In the absence of HP, the cell resides in the attracting region of the right attractor. Hence, as time goes by, this cell moves to the right attractor, characterized by high Rb activity and low Cdk2 activity (red dashed trajectory, Fig. 4c). Once reaching this stable attractor, the cell must remain near the attractor and cannot progress through the cell cycle.

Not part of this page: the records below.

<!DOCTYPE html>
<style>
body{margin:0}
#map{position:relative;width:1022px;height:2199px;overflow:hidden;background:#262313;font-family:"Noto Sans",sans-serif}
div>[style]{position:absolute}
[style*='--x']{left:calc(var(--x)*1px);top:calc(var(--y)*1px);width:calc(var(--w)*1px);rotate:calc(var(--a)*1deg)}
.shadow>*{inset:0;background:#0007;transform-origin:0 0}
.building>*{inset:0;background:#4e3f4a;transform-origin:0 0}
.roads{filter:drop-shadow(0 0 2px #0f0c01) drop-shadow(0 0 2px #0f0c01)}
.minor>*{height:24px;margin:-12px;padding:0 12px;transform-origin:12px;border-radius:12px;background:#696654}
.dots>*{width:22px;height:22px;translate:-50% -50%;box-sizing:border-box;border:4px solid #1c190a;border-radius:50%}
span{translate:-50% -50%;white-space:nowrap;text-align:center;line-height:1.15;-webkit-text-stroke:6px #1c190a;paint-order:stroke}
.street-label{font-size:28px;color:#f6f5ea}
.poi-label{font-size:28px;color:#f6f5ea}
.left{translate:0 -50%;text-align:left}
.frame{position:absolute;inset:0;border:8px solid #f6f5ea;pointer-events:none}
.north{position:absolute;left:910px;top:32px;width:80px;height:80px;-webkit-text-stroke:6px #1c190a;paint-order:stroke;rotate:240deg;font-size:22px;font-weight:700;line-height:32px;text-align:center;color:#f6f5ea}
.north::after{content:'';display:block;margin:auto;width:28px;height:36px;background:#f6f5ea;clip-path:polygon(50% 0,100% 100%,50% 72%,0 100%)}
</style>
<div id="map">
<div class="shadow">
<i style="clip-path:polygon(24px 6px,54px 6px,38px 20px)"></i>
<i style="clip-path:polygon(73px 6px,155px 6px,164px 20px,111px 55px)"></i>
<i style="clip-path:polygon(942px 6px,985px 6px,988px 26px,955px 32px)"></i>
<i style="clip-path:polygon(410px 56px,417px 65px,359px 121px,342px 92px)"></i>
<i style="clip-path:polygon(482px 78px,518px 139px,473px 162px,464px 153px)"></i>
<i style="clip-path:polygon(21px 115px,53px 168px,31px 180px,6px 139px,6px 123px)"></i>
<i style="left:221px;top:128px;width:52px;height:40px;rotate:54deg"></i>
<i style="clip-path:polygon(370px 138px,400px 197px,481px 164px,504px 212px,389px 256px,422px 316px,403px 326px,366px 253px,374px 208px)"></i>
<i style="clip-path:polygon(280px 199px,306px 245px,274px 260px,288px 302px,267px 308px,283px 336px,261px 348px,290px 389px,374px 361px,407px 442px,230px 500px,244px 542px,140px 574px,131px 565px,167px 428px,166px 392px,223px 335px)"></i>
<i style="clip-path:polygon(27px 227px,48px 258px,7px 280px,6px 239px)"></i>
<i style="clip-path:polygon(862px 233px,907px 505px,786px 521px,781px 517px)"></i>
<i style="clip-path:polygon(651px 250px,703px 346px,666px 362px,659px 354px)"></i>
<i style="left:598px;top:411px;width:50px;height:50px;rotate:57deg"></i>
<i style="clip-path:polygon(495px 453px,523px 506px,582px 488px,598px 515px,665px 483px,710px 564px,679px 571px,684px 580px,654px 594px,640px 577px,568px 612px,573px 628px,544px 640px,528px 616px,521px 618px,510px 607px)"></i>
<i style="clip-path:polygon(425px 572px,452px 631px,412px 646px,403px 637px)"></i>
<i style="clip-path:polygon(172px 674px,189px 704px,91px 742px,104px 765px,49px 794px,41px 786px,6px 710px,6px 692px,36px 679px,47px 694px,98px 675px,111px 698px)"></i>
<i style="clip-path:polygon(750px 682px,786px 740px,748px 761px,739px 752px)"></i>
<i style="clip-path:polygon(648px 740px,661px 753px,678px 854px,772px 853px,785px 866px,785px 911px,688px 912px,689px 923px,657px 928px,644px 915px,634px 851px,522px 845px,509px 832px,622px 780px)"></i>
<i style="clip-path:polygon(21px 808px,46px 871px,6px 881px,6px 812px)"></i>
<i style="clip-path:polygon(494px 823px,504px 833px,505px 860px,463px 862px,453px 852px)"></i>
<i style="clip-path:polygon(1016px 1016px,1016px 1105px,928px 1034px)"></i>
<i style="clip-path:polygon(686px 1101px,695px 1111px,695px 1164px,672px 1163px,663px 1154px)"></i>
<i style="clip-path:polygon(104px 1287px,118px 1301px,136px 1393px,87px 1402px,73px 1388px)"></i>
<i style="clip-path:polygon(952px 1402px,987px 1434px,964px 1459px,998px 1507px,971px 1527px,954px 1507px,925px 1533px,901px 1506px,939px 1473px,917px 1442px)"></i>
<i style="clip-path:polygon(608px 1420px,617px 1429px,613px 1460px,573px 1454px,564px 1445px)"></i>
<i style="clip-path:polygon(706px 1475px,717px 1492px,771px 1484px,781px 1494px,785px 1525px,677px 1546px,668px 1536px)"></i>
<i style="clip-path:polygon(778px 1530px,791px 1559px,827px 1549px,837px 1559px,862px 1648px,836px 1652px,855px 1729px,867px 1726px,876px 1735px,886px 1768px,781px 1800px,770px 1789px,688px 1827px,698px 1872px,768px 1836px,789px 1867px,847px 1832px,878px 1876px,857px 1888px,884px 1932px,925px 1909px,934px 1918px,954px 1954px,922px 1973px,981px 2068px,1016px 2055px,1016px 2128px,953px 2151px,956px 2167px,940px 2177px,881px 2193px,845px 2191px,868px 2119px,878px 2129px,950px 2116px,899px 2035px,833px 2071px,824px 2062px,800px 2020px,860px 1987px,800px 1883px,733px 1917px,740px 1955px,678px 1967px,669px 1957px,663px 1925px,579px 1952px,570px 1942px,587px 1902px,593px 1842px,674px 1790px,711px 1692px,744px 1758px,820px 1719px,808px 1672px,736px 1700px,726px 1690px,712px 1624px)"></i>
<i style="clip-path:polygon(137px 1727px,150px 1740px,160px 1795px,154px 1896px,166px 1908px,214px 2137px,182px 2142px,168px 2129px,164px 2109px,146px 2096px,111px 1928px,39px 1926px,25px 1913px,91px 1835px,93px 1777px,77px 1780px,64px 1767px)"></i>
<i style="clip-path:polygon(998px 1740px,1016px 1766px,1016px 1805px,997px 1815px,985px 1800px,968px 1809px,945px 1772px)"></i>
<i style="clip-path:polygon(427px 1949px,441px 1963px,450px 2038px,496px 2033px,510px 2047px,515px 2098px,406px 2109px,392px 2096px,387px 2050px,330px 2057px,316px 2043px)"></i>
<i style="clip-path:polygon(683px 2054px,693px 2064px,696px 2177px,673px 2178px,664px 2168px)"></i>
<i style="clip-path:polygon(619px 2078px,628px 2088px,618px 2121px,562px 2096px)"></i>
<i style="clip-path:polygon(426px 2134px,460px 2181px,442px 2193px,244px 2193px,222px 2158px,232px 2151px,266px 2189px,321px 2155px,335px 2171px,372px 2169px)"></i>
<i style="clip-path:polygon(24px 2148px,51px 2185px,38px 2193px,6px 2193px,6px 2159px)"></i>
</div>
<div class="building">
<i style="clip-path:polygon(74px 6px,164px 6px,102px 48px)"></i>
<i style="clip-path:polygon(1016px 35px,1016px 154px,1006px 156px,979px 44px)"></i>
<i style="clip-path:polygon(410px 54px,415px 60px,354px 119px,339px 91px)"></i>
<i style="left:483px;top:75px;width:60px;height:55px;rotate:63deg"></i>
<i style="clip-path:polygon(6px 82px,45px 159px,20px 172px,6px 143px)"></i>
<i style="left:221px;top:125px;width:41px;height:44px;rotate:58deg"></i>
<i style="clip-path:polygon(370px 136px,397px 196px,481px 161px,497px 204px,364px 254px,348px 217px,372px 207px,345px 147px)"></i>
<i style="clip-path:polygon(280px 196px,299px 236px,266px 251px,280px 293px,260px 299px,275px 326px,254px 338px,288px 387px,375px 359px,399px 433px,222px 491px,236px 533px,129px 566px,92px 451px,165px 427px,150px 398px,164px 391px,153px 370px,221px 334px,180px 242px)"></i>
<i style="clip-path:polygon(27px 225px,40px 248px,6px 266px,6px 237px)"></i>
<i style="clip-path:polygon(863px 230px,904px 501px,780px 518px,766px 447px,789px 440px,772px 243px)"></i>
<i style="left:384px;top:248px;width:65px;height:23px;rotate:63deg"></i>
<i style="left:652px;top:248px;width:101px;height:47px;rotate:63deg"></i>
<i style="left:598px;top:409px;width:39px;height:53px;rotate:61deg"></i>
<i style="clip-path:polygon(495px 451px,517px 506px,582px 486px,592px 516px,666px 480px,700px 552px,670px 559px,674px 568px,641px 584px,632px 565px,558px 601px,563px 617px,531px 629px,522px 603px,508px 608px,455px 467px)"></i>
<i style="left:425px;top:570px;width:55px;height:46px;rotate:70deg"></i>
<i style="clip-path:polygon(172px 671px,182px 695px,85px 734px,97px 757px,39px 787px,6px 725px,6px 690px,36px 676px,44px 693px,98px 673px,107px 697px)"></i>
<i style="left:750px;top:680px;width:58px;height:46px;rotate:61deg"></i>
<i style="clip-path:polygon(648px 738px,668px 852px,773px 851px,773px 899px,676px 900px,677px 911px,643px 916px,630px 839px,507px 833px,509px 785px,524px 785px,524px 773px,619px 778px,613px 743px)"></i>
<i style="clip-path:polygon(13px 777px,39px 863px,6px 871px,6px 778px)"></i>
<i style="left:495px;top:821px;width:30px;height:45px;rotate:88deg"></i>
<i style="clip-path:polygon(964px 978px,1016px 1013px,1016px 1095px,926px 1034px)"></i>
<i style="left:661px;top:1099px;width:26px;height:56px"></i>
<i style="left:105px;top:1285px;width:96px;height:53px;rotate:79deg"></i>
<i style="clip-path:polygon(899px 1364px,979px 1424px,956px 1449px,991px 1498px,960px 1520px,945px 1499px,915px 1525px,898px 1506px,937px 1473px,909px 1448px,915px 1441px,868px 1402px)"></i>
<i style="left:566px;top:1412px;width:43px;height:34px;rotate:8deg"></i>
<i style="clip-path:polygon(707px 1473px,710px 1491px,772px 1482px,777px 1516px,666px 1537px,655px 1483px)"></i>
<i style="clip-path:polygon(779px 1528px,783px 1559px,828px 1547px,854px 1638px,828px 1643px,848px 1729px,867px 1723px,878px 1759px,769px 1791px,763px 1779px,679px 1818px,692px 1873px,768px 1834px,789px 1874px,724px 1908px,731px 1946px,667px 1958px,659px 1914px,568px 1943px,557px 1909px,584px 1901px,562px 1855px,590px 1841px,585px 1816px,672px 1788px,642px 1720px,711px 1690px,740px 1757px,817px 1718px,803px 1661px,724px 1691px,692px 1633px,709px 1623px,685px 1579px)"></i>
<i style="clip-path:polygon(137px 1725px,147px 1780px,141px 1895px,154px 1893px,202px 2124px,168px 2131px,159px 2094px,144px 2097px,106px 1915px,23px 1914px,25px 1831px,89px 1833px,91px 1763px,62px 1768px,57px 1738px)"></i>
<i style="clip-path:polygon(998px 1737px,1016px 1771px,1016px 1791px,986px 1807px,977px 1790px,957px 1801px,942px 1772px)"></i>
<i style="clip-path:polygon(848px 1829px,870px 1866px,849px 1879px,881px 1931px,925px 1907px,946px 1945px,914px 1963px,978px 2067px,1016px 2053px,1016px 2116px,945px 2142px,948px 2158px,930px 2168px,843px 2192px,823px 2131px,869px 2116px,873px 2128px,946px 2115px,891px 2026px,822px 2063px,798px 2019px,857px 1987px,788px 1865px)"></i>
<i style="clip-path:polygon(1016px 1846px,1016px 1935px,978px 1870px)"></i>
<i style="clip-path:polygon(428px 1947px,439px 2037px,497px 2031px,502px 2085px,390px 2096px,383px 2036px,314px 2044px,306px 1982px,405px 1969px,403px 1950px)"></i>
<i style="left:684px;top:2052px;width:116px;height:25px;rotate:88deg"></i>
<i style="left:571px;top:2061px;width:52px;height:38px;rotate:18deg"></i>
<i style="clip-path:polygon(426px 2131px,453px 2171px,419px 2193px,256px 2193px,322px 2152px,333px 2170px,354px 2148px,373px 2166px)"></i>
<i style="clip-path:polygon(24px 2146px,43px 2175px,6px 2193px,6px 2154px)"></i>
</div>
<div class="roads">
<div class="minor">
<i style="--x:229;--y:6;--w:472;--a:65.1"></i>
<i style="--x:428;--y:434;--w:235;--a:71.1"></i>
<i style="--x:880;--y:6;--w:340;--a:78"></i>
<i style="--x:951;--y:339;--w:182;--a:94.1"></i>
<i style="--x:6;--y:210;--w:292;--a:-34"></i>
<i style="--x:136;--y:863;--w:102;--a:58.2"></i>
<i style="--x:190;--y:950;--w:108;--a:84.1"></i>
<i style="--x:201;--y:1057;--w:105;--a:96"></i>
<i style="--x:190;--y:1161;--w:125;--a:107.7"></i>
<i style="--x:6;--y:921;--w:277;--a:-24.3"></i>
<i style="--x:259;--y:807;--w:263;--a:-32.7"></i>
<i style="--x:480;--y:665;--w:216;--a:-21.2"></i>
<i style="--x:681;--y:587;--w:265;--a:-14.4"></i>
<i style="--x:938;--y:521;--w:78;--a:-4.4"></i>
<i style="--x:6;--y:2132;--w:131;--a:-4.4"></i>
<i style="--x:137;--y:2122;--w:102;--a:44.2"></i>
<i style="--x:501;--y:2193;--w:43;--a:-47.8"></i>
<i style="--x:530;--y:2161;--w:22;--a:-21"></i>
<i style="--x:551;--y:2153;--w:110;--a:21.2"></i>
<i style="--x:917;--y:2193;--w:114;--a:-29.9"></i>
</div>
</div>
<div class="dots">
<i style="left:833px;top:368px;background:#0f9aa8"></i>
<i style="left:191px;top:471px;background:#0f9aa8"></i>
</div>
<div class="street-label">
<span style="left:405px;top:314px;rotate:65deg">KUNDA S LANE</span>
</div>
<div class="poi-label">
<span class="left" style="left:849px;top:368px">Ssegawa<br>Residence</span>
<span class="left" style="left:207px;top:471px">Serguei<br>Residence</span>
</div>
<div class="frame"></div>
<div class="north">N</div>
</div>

Following HP infection, transcriptional activators such as β-catenin are activated [20]. These factors induce cell cycle promoters such as Cyclin D, which inhibit Rb. As Rb is repressed by these cell cycle promoters, less Cdk activity is required to bring down Rb activity. On the phase plane, this event is reflected by the left shift of the Rb balance curve (compare the black curves, Fig. 4c and d). This left movement of the Rb balance curve results in the loss of the right attractor corresponding to a resting cell (with high Rb and low Cdk activity). Consequently, the cell has to move to the left attractor that corresponds to a proliferating cell (characterized by low Rb and high Cdk activity). In this way, HP infection can result in enhanced cell proliferation.